§ THE PROBLEM: Print, word for word, the opening line of the data below and every line after it through the line that contains "1px #bfbfc4) drop-shadow(0", but not the pictures.
=-=-=-=-=
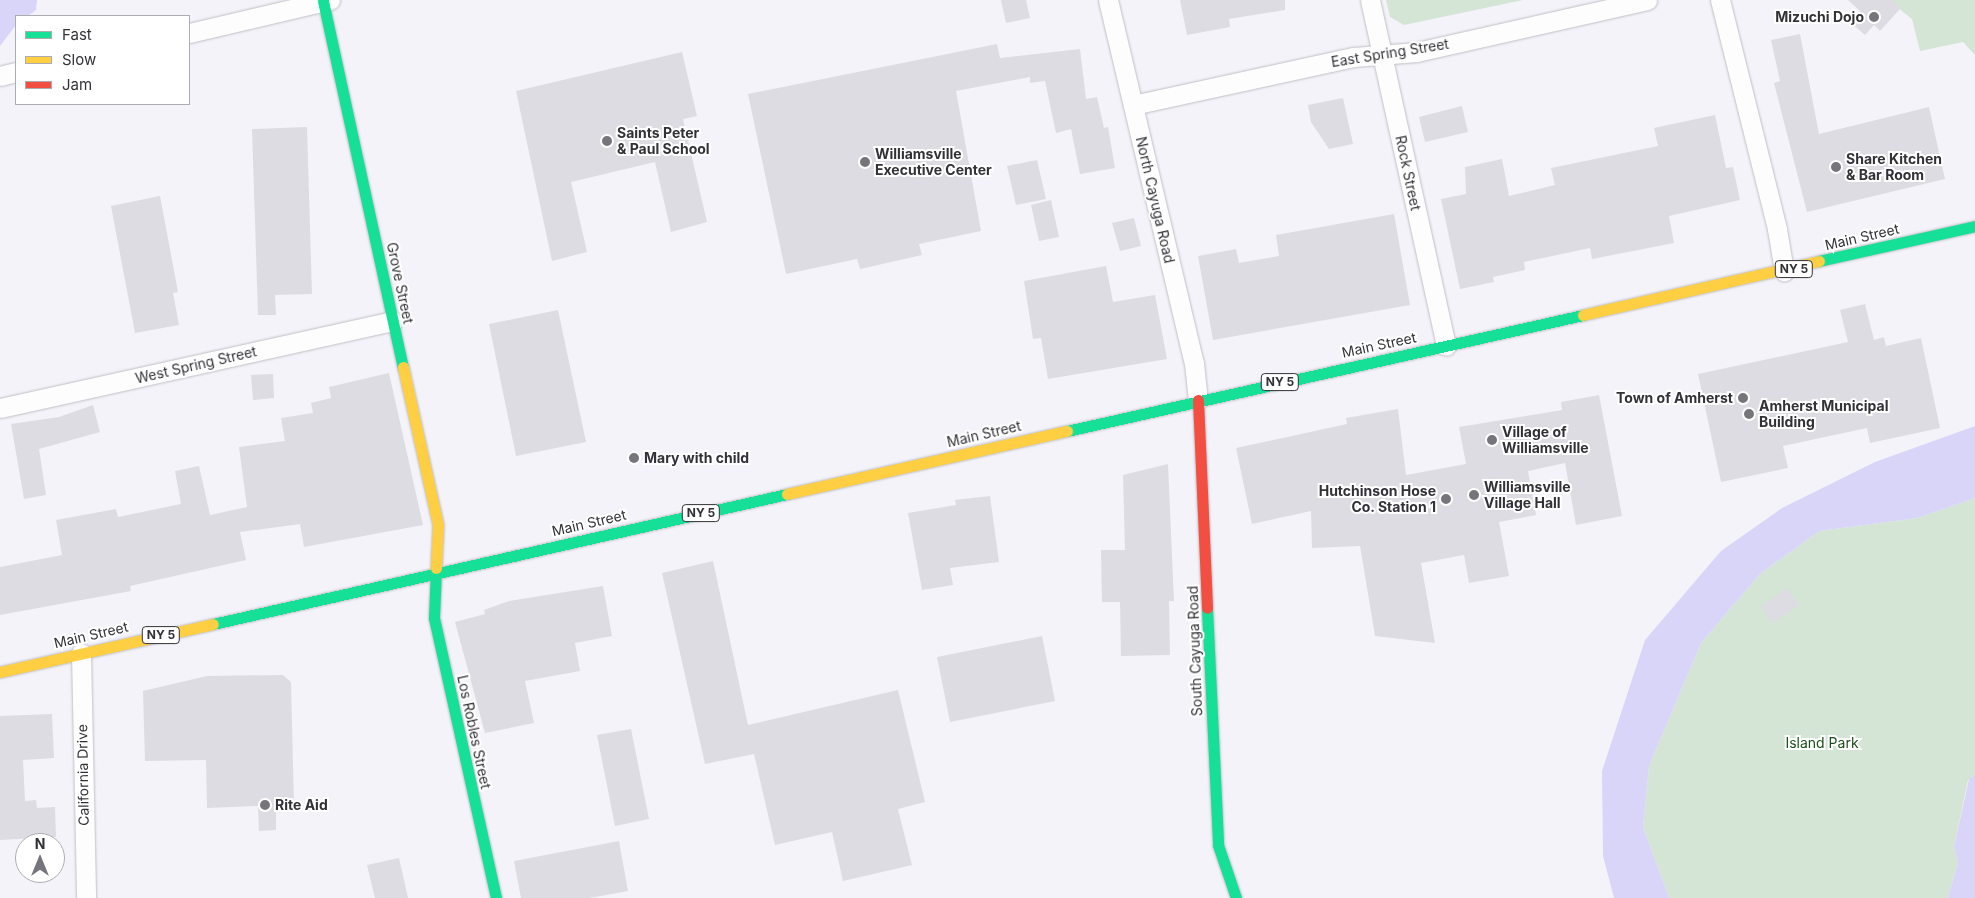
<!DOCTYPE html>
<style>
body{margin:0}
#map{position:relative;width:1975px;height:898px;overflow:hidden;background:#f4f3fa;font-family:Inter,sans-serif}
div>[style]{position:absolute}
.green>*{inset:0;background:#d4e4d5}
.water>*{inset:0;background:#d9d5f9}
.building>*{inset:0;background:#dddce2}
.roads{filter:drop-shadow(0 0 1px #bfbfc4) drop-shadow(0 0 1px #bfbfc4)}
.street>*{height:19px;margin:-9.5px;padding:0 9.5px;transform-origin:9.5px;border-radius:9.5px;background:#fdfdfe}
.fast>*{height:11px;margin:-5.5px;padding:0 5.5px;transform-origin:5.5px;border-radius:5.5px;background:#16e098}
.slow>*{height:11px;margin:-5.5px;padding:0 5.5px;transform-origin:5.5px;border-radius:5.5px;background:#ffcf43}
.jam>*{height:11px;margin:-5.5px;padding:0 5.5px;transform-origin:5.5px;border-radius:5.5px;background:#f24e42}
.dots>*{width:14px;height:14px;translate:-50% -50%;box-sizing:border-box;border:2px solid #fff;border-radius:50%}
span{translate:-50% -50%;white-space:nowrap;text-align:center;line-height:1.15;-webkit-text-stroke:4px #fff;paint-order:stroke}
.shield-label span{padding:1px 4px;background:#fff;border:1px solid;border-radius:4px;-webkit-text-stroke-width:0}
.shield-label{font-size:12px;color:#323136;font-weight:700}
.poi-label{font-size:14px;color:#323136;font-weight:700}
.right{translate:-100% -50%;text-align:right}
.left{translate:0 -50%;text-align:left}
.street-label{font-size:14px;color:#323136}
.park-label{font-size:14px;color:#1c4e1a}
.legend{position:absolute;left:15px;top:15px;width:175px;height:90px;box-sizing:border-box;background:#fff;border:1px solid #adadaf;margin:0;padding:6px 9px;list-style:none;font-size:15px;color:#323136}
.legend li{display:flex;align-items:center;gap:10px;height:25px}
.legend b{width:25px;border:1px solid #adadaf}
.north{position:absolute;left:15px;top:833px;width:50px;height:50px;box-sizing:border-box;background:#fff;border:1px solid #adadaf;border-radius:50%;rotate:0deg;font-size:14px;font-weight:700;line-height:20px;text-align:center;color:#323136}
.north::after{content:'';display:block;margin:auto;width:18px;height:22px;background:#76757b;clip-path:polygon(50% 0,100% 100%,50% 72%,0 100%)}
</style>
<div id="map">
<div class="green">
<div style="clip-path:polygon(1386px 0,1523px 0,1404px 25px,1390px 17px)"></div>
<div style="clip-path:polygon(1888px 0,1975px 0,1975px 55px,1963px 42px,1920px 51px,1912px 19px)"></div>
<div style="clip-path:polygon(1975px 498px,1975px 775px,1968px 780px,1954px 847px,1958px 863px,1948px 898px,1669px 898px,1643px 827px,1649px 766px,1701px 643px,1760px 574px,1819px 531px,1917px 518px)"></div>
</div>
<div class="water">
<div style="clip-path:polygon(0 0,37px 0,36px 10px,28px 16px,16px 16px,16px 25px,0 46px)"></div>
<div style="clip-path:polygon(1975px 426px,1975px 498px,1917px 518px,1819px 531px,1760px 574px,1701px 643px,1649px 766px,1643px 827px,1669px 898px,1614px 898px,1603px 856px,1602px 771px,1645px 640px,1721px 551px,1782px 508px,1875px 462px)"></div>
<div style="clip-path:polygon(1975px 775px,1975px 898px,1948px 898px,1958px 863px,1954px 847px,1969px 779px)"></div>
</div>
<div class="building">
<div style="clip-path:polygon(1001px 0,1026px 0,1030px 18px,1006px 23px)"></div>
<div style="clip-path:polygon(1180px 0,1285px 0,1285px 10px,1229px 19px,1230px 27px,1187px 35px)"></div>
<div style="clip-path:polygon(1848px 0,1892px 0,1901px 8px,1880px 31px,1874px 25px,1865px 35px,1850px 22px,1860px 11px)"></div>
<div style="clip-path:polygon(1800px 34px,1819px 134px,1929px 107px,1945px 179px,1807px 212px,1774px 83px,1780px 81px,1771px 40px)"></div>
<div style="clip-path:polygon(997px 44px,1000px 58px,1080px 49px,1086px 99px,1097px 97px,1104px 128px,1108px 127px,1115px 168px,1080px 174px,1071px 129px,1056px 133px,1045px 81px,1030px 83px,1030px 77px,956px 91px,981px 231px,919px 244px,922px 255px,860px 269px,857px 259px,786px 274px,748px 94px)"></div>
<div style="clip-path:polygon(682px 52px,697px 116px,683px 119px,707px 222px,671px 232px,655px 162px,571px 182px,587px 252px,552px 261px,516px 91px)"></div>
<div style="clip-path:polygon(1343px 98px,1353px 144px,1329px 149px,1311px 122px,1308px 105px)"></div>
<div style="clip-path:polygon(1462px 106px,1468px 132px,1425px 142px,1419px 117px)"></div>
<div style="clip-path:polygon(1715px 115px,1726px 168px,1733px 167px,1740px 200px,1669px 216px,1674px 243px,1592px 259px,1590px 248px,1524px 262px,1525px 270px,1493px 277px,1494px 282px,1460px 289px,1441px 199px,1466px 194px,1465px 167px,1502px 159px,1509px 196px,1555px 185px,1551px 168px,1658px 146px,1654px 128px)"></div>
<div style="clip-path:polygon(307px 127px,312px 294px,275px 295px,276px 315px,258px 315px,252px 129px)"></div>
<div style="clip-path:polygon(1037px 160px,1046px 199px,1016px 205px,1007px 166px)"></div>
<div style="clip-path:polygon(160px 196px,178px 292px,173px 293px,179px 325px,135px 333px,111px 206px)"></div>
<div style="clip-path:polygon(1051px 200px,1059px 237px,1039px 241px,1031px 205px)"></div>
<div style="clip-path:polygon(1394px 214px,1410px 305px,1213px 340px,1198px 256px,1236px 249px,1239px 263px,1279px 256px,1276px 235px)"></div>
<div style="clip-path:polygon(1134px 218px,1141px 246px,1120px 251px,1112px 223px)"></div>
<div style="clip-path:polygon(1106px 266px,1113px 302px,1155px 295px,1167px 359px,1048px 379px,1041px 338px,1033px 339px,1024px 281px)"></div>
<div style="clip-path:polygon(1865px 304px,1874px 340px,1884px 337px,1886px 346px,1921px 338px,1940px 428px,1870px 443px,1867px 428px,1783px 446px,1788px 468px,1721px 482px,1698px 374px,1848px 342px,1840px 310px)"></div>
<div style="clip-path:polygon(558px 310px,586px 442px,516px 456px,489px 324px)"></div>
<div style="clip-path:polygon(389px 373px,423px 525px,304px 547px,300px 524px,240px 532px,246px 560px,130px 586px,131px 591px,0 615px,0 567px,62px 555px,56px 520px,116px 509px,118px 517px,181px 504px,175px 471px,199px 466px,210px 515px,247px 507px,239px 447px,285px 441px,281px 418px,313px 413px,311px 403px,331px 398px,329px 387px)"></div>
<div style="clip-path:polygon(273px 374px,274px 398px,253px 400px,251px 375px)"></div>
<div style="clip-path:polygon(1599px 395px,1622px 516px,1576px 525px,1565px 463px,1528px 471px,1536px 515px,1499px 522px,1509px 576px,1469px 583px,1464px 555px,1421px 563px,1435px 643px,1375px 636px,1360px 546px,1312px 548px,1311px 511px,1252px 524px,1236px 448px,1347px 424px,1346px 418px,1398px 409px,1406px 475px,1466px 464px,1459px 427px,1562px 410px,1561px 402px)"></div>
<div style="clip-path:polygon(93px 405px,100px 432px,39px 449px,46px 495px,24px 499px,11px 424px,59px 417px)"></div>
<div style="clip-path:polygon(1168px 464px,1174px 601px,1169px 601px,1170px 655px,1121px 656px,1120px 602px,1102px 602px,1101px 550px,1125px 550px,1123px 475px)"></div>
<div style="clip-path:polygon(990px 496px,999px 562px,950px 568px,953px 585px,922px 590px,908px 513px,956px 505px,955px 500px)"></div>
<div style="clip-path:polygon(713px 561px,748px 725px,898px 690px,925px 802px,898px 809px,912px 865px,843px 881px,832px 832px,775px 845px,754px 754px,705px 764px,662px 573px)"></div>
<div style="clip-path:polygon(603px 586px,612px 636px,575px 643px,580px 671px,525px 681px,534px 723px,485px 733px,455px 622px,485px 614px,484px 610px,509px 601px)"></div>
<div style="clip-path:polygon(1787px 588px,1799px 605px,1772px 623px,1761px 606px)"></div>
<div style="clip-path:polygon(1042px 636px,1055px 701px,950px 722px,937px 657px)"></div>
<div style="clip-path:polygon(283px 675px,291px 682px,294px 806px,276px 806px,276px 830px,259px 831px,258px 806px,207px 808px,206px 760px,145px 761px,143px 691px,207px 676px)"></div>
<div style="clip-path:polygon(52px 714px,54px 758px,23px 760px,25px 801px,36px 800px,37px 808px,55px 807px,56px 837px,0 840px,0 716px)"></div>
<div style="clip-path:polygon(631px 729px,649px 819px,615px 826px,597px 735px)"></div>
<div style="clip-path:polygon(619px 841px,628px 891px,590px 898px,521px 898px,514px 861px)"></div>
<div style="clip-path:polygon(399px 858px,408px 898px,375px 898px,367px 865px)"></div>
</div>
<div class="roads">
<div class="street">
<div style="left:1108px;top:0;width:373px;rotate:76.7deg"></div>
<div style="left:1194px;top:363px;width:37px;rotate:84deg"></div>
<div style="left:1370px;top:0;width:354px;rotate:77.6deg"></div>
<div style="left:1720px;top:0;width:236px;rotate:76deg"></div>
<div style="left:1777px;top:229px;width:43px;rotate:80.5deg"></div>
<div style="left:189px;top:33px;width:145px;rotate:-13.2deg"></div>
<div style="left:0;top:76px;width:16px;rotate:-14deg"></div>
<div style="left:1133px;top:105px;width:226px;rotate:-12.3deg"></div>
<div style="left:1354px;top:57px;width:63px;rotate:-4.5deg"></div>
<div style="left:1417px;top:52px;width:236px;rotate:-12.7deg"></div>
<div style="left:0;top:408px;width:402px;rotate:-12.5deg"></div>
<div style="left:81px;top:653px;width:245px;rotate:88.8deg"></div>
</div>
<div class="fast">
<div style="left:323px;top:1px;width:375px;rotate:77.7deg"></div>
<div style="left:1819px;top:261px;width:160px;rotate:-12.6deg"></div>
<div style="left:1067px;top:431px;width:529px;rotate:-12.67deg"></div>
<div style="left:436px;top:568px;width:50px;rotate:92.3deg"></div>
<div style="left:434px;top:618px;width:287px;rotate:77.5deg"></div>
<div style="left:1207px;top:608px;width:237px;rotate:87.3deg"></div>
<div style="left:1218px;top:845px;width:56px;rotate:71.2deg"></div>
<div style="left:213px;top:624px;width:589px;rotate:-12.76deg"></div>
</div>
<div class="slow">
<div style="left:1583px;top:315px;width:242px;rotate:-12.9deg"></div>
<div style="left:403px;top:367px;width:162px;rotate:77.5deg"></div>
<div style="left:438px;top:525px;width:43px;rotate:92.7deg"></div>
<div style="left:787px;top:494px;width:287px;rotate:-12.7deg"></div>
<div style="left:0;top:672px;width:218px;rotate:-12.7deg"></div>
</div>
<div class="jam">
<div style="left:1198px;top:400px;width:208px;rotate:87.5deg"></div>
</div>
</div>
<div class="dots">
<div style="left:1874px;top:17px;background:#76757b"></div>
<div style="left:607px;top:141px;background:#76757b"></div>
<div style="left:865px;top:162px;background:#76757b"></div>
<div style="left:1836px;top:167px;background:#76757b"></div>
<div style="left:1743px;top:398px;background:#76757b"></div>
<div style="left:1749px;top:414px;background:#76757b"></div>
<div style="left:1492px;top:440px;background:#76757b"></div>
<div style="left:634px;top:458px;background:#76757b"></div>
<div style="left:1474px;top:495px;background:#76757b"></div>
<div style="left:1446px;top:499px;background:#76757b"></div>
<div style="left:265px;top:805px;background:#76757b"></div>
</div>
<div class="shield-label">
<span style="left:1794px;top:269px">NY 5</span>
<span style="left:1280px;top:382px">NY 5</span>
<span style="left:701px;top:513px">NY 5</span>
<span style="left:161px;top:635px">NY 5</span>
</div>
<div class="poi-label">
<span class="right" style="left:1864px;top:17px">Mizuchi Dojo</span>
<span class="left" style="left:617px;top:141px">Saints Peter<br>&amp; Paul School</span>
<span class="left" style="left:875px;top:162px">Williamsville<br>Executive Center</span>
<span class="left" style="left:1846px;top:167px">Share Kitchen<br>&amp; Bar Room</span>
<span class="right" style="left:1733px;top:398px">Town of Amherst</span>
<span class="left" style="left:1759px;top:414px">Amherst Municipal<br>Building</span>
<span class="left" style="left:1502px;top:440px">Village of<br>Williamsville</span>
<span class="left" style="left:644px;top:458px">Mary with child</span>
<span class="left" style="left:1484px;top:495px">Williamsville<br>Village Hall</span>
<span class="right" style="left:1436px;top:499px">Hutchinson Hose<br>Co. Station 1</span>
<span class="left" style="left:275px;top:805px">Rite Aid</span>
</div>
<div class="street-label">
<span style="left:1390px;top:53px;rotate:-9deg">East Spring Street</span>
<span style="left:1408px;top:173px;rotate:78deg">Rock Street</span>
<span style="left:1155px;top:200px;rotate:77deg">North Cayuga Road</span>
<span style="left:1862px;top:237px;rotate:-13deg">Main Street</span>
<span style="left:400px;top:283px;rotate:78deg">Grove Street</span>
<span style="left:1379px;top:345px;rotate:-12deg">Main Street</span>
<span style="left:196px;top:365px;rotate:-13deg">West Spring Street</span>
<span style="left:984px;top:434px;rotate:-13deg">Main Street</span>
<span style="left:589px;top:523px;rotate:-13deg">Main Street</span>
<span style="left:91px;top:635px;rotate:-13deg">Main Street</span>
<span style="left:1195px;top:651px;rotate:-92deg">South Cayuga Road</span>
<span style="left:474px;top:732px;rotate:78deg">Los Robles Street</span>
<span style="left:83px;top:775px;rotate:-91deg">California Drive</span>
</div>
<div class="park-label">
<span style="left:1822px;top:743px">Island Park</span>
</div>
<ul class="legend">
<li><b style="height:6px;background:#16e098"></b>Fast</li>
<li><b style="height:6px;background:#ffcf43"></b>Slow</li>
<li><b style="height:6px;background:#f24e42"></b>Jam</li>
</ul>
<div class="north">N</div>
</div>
=-=-=-=-=
§ RESULT OF THIS TASK:
<!DOCTYPE html>
<style>
body{margin:0}
#map{position:relative;width:1975px;height:898px;overflow:hidden;background:#f4f3fa;font-family:Inter,sans-serif}
div>[style]{position:absolute}
.green>*{inset:0;background:#d4e4d5}
.water>*{inset:0;background:#d9d5f9}
.building>*{inset:0;background:#dddce2}
.roads{filter:drop-shadow(0 0 1px #bfbfc4) drop-shadow(0 0 1px #bfbfc4)}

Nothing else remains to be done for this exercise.